After an overhaul of indirect taxes, the government has announced a review of direct taxes, a move that may impact your tax rates and exemptions in the coming years. The review came months after PM Narendra Modi observed that the income tax law was drafted 56 years ago and needed to be re-drafted
The task force will be headed by Arbind Modi, currently member-legislation in CBDT, who had helped draft the Direct Taxes Code, eight years ago. The draft law was unveiled by former finance minister Pranab Mukherjee and was significantly watered down by his own team. The DTC Bill, which was introduced in Parliament in 2010, lapsed with the dissolution of the 15th Lok Sabha. It was eventually junked by the Modi government a few years ago.
Tax officers have, however, said several of the proposals have been incorporated in the existing I-T Act. The DTC was originally proposed by former finance minister P Chidambaram but he had moved to the home ministry by the time the draft was ready. Apart from Modi, the panel will have chief economic adviser Arvind Subramanian as a permanent special invitee, along with G C Srivastava, former IRS officer and advocate, Rajiv Memani, chairman and regional MD at consulting firm Ernst & Young, chartered accountant Girish Ahuja, tax lawyer Mukesh Patel, and Mansi Kedia, a consultant at ICRIER, a think tank.
The task force has been given six months to submit its report. It is mandated to draft a law that is in line with tax laws prevalent in other countries and that incorporates international best practices.

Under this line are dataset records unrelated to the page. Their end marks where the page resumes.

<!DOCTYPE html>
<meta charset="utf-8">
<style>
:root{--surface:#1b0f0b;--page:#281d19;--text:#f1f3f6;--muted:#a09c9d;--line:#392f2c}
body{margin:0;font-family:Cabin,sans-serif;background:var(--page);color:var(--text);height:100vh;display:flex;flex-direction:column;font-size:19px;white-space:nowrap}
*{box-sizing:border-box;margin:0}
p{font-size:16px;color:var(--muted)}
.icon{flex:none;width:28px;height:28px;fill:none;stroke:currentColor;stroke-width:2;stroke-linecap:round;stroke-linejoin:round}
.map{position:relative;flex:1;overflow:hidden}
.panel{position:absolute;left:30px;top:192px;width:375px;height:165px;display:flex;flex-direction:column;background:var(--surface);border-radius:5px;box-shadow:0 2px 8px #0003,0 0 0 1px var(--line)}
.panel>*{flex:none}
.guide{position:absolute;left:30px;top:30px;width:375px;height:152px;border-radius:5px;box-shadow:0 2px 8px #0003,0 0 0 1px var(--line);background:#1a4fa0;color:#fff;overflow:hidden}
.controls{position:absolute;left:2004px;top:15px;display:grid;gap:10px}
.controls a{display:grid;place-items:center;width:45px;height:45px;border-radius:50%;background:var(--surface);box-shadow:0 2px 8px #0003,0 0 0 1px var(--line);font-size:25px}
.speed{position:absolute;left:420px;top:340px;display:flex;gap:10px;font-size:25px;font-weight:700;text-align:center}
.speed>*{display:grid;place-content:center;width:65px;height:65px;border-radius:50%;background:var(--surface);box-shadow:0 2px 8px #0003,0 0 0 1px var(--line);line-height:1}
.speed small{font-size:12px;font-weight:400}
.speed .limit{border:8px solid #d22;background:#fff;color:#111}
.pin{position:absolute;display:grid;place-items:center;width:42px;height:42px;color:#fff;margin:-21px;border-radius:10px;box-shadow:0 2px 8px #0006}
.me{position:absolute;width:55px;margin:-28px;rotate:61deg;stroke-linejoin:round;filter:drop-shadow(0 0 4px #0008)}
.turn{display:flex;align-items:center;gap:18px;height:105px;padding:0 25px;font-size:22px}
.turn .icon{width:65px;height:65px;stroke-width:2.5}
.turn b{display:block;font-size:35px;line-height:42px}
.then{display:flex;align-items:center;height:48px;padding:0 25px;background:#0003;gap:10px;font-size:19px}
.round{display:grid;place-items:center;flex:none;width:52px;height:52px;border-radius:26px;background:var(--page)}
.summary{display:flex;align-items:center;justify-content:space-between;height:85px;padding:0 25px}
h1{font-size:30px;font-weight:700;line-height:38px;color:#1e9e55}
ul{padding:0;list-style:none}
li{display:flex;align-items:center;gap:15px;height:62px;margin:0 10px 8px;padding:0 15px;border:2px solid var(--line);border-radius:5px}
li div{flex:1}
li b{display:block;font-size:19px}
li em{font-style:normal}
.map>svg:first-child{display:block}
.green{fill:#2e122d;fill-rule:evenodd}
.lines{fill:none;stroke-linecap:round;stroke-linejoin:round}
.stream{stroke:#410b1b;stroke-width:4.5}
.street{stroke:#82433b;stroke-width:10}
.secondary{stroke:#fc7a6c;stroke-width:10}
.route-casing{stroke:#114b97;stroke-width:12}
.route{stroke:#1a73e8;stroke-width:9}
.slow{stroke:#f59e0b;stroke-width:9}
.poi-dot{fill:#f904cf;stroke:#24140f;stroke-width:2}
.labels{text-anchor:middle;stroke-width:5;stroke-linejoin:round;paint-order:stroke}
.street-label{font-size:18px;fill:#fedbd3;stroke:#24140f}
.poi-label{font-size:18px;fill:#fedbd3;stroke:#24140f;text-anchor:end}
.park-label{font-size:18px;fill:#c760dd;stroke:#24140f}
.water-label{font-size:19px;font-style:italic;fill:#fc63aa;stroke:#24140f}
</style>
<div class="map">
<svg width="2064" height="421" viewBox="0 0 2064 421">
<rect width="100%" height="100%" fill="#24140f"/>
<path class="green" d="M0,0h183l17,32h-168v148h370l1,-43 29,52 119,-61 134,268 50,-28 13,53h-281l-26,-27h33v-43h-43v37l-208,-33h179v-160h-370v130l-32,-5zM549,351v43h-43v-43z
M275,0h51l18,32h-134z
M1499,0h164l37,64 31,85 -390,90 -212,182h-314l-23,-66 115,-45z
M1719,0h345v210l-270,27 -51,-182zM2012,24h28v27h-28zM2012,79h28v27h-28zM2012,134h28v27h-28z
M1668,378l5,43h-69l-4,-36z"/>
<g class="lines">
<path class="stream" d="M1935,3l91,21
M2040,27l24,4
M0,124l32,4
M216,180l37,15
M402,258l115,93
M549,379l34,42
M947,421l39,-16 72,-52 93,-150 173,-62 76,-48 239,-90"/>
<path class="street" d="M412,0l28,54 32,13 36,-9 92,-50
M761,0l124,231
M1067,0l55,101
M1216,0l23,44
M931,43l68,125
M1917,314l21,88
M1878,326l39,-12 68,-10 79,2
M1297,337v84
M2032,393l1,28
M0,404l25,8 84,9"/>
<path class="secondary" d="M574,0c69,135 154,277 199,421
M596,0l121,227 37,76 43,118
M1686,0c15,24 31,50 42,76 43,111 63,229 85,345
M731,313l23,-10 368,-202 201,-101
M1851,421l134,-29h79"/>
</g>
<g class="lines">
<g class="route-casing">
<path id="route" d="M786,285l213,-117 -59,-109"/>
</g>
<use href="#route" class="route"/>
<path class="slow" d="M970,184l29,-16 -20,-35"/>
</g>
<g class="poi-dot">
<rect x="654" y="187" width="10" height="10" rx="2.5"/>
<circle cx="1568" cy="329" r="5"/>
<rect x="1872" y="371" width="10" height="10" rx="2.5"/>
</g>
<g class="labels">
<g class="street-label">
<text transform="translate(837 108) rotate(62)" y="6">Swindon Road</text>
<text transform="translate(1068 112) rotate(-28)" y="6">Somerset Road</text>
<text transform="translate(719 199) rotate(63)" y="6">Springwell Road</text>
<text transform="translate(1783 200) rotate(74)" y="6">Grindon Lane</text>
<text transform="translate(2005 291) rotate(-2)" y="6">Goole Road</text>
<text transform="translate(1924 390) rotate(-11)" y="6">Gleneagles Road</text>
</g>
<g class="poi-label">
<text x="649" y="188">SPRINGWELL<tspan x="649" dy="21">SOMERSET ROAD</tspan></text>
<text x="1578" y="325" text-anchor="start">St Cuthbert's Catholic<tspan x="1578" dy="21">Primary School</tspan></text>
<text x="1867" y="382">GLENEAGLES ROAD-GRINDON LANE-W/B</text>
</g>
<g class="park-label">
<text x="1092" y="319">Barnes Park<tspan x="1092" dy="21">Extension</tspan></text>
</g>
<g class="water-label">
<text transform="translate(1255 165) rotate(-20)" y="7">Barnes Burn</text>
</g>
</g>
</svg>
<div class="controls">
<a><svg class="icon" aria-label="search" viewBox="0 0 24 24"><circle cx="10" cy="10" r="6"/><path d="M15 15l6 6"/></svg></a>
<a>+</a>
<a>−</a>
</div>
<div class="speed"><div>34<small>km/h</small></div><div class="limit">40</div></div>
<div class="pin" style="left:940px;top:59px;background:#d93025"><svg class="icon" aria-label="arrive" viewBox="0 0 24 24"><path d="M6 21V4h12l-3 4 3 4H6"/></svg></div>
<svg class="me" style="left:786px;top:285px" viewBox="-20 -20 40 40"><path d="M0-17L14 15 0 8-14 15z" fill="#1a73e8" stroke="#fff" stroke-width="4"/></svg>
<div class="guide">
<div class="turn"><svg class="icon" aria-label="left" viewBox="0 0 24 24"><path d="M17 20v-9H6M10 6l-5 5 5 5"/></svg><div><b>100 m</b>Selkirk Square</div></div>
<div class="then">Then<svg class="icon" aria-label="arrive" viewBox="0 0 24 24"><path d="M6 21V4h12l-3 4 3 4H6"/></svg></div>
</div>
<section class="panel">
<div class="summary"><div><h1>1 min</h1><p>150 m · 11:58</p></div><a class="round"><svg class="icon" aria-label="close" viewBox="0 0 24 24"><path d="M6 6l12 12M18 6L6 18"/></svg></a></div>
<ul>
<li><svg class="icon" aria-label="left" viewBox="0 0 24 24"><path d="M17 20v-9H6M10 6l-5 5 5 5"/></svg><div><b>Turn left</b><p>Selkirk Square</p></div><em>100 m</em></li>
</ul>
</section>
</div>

With the Budget to be presented in February, it is unlikely that the Modi administration will introduce a Bill to rewrite the I-T Act before the 2019 general elections. “This steadfast focus will enhance India’s competitiveness and make the country future ready,” Memani, a member of the panel, said.
Tax experts said the focus should be on ways to reduce litigation by making the tax regime more predictable, while reducing the rates along with exemptions, especially for the corporate sector.